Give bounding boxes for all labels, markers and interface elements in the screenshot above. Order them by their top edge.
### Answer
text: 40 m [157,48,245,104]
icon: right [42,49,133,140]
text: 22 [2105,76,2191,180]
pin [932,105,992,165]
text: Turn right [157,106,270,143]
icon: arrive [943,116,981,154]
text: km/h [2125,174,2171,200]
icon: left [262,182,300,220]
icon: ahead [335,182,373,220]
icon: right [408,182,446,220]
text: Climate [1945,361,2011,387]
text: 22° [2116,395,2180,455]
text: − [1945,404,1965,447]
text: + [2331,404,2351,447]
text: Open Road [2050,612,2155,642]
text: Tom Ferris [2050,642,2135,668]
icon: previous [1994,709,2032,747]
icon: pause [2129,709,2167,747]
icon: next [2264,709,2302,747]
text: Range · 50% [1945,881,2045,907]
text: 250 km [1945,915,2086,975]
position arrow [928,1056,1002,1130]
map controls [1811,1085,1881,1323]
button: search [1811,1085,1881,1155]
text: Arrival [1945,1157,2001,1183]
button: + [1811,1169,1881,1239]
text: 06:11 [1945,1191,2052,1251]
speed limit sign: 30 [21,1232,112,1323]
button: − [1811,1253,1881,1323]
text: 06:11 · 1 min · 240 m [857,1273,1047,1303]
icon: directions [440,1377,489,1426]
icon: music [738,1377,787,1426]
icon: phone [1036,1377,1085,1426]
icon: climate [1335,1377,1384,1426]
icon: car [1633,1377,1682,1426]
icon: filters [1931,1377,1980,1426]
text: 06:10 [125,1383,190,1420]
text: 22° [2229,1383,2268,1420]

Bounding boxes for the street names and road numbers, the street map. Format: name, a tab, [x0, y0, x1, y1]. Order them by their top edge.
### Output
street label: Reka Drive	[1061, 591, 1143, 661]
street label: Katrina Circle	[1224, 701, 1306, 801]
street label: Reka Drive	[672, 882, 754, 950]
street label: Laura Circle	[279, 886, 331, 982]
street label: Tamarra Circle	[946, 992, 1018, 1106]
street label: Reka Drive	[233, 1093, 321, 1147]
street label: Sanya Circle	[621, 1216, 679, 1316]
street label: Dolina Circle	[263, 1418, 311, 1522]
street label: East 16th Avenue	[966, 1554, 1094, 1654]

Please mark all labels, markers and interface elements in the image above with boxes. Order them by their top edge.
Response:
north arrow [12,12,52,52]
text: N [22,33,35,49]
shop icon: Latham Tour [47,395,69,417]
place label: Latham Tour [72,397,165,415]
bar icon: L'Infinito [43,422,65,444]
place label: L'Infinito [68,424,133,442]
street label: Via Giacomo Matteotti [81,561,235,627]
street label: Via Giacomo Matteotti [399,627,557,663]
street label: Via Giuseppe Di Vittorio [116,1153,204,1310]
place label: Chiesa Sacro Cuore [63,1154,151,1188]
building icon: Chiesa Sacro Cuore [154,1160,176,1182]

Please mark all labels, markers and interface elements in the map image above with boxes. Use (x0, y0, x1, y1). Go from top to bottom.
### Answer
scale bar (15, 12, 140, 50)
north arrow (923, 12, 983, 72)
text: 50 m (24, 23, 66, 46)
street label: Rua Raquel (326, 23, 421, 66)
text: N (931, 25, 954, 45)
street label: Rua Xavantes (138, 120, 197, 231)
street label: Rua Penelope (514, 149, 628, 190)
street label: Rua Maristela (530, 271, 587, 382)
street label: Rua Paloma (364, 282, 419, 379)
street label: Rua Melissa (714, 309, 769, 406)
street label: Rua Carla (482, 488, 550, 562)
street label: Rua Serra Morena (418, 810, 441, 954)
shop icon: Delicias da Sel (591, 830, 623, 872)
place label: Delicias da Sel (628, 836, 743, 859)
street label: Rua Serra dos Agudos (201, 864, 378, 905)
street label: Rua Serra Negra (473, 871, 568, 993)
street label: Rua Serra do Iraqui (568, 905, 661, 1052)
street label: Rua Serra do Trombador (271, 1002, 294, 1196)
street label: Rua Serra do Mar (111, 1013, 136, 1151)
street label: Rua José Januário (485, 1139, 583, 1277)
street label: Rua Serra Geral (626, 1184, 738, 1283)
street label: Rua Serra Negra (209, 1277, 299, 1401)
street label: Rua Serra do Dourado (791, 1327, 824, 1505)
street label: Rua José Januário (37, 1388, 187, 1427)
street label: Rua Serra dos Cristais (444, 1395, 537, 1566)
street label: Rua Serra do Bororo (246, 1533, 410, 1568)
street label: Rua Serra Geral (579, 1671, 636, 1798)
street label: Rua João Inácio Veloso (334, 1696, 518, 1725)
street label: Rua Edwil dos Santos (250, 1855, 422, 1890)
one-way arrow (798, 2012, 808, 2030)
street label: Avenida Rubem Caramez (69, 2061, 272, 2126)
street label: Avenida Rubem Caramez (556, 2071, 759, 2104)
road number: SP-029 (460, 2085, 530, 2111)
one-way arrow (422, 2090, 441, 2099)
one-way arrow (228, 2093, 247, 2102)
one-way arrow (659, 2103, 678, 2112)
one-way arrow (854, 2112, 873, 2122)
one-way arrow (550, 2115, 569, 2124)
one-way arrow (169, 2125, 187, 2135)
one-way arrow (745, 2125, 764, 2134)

Task item: Whenever a line of the data includes the word "Geral", show that line in full.

Solution to the problem:
street label: Rua Serra Geral (626, 1184, 738, 1283)
street label: Rua Serra Geral (579, 1671, 636, 1798)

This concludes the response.